WW1 POSTERS




















9. Italian Front

a. Strategic Considerations
b. Initial Operations
c. First Four Battles of the Isonzo
d. Fifth Battle of the Isonzo
e. Austrian Asiago Offensive (May 15-June 17, 1916)
f. Sixth to Eleventh Battles of the Isonzo
g. Battle of Caporetto (Oct. 24-Nov. 12, 1917)
h. Battle of the Piave ( June 15-24, 1918)
i. Battle of Vittorio Veneto (Oct. 24-Nov. 4, 1918)
j. General Commentary

 

General Commentary

The political and psychological crisis which had gripped the Austro Hungarian Army in the final phase of the war should not obscure the fact that the Italian victory was the result of more than three years of arduous struggle which had cost the lives of 650,000 Italian troops and the maiming of almost 1,000,000 others. Moreover, the Italian contribution was not limited to the Austro-Hungarian front. The Italian 2d Army Corps was sent to the western front, where it participated with distinction in the Second Battle of the Marne. Approximately 100,000 Italian workers were employed in French war industries; at the same time, they constituted the manpower pool from which the ranks of the 2d Corps were replenished. An Italian division of 35,000 men fought with the Allied Salonika armies in Macedonia, and five Italian divisions were engaged in Albania. Italy mobilized a greater percentage of her male citizens than did any other Allied nation except France.

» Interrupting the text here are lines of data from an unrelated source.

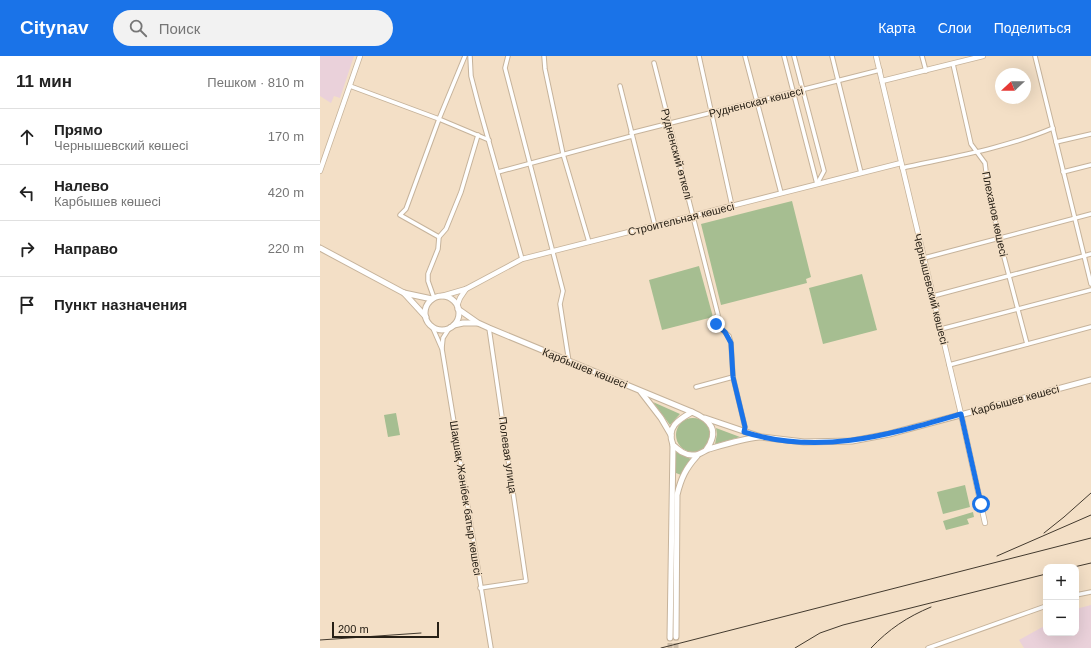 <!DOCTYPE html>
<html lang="ru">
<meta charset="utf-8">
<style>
body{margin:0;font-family:Arial,sans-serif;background:#f2f2f2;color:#222}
.controls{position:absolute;right:12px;bottom:12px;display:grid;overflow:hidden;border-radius:8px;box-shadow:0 4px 16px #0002}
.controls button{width:36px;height:36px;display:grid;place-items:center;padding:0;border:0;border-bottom:1px solid #e0e0e0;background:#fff;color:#222;font:20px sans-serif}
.compass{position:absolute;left:675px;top:12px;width:36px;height:36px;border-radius:50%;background:#fff;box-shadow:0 4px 16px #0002;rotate:248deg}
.scale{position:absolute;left:12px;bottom:10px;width:107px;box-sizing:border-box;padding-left:4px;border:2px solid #272016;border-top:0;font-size:11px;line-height:14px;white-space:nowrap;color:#272016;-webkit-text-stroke:3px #f3dfc6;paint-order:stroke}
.stop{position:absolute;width:12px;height:12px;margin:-9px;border:3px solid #1a73e8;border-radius:50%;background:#fff}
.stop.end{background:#1a73e8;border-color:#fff;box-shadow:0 1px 4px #0008}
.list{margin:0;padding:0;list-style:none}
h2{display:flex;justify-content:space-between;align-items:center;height:52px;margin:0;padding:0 16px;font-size:17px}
h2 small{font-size:13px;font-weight:400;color:#767676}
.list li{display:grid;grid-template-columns:26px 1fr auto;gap:12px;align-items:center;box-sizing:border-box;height:56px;padding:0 16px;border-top:1px solid #e0e0e0}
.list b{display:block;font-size:15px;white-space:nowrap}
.list p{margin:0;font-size:13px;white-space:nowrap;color:#767676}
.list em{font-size:13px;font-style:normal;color:#767676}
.icon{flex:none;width:22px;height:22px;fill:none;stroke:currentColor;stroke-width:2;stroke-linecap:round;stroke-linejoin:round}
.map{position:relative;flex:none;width:771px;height:592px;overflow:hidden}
header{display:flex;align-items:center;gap:24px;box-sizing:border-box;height:56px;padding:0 20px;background:#1a73e8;color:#fff}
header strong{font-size:19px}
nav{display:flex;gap:22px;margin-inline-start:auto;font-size:14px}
.search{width:280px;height:36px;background:#f2f2f2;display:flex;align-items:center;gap:10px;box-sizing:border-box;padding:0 14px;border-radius:22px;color:#767676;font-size:15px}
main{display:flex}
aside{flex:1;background:#fff}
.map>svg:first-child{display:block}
.industrial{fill:#ead1da}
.green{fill:#a6be91}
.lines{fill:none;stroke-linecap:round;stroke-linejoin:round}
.secondary-tunnel{stroke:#cab9a3;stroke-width:5;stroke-dasharray:5 2.5;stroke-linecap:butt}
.minor-casing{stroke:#c6b39b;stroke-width:5.5}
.tertiary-casing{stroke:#c6b39b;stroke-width:6}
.secondary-casing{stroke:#c6b39b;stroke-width:7}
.minor{stroke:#fff;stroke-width:3.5}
.tertiary{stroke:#fff;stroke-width:4.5}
.secondary{stroke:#fff;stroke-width:5}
.rail{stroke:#433a2e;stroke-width:1}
.route{stroke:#1a73e8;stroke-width:5}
.labels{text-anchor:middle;stroke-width:3;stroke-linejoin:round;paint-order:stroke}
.street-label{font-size:11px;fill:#272016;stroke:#f3dfc6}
</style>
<header>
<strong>Citynav</strong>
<div class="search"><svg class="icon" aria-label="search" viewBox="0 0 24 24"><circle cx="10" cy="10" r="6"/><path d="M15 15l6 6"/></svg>Поиск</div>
<nav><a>Карта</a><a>Слои</a><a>Поделиться</a></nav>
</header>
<main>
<aside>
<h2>11 мин<small>Пешком · 810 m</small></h2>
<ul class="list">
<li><svg class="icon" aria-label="ahead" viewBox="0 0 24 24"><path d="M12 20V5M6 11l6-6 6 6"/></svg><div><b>Прямо</b><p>Чернышевский көшесі</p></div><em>170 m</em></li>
<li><svg class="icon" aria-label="left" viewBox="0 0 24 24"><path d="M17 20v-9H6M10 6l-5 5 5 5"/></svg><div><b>Налево</b><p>Карбышев көшесі</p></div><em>420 m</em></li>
<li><svg class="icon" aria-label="right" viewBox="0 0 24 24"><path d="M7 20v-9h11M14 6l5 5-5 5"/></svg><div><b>Направо</b></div><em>220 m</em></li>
<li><svg class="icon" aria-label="arrive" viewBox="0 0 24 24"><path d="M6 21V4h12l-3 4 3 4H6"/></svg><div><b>Пункт назначения</b></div></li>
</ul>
</aside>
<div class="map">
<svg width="771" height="592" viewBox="0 0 771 592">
<rect width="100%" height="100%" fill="#f3dfc6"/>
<g class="industrial">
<path d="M0 0H34L20 42 14 40 11 47 0 40Z"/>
<path d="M771 549V592H704L699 584 726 569V577H756V553Z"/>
</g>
<g class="green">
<path d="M472 145 491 221 486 223 487 227 401 249 381 168Z"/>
<path d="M379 210 393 261 342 274 329 224Z"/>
<path d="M542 218 557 274 503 288 489 232Z"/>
<path d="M333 346 360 358 350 369Z"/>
<path d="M76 357 80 379 68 381 64 359Z"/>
<circle cx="373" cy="379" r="17"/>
<path d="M396 372 420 381 395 388 397 378Z"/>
<path d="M356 396 371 403 361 419 356 417Z"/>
<path d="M645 429 650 451 623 458 617 436Z"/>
<path d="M653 456 654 461 647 463 649 468 626 474 623 465Z"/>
</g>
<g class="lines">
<g class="secondary-tunnel">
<path d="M350 592V582"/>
<path d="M356 592V581"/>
</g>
<defs>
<g id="minor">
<path d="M150 0 151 20 158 47 202 203"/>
<path d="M188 0 185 12 243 235 240 248 249 306"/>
<path d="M224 0 225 13 243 98 269 186"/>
<path d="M379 0 412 150"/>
<path d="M425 0 461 137"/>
<path d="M464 0 497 128"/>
<path d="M474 0 504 115 497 128"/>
<path d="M512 0 541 117"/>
<path d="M602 0 606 15"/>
<path d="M715 0 771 228"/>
<path d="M334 7 398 259 392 264 409 280 411 287 413 321"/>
<path d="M633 8 651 88 665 107 668 132 679 182 707 288"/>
<path d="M30 30 119 63 169 84"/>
<path d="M300 30 335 170"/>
<path d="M311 77 560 14"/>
<path d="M736 86 771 78"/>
<path d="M582 112C632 101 686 92 733 72"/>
<path d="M178 116 312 80"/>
<path d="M743 116 771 109"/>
<path d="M119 181 80 159 86 153 119 63 145 0"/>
<path d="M604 202 771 158"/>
<path d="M613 240 771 198"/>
<path d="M114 242 108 225V218L118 193 119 181 126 173 141 136 158 79"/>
<path d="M112 270 122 293 171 592"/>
<path d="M621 273 771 234"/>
<path d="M122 292 123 282 130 271"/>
<path d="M629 309 771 271"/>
<path d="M376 331 413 321 425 371 424 375"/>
<path d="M160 532 206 525 169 272"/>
<path d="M756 539 771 536"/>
<path d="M608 592 726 550"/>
</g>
<g id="tertiary">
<path d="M556 0 641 358 665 467"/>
<path d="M562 25 663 0"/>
<path d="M0 115 40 0"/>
<path d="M122 240 146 233 202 203 581 107"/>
<path d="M137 250 140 242 146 233"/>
</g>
<g id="secondary">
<path d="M0 192 84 237 112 243"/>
<path d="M84 237 106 261"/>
<circle cx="122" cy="257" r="17"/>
<path d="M138 253 158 267 169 272 372 356"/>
<path d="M134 269 143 267H157"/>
<path d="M321 336 341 362 351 379"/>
<path d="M385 362 441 381 484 386 532 385 569 378 771 324"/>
<path d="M386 394C400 375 391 364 372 356 358 364 346 371 353 389 359 394 364 399 372 399 379 400 383 395 389 393 406 388 422 383 439 381"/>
<path d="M356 581 357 439C361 422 366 412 377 400"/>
<path d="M350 582 353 389"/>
</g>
</defs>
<use href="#minor" class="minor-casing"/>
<use href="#tertiary" class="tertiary-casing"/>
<use href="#secondary" class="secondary-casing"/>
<use href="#minor" class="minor"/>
<use href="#tertiary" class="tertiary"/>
<use href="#secondary" class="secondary"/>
<g class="rail">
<path d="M724 477 744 461 771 437"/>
<path d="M677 500 771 459"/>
<path d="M754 511 771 507"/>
<path d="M0 584 101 577"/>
<path d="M341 592 771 482"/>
<path d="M475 592 500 577 523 569 726 518"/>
<path d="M551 592C569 573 587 561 611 551"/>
</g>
</g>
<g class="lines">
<path class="route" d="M396 268 405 276 411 287 413 321 425 371 424 376C500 400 568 379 641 358L661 448"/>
</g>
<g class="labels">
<g class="street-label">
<text transform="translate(436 46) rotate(-14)" y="4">Рудненская көшесі</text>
<text transform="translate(357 98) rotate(75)" y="4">Рудненский өткелі</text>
<text transform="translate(675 158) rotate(78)" y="4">Плеханов көшесі</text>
<text transform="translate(361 163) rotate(-14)" y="4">Строительная көшесі</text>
<text transform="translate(611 233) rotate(76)" y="4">Чернышевский көшесі</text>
<text transform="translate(265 312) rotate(22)" y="4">Карбышев көшесі</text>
<text transform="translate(695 344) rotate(-15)" y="4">Карбышев көшесі</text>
<text transform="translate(188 399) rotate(82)" y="4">Полевая улица</text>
<text transform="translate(146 442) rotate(81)" y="4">Шақшақ Жәнібек батыр көшесі</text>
</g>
</g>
</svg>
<div class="controls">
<button>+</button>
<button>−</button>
</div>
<svg class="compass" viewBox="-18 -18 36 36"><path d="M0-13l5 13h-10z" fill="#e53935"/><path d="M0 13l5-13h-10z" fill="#767676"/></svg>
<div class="scale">200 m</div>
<div class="stop" style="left:661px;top:448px"></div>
<div class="stop end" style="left:396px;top:268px"></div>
</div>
</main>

The activities of the Italian Army had been fully supported by those of the Italian Navy. Though the Italian Fleet was superior to that of the Austrians in many respects, it operated under the handicap of a lack of adequate bases on the Italian side of the Adriatic Sea, while the Austrians possessed numerous excellent and strongly defended ports on their side. Nevertheless, the Austro-Hungarian Navy, except for occasional minor sorties and raids, was kept virtually bottled up within its well-protected harbors. An especially arduous and valiant feat performed by the Italian Navy was the rescue of the bulk of the Serbian Army, which had been driven from its homeland by an overwhelming German-Austrian-Bulgarian offensive to the coast of Albania, on the Adriatic. Faced by continual threats from nearby major Austrian naval bases, the Italian Fleet transported in safety to Corfu 260,895 men, 10,153 horses and other animal stock, 68 cannon, and much equipment during the period Nov. 22, 1915 - March 4, 1916.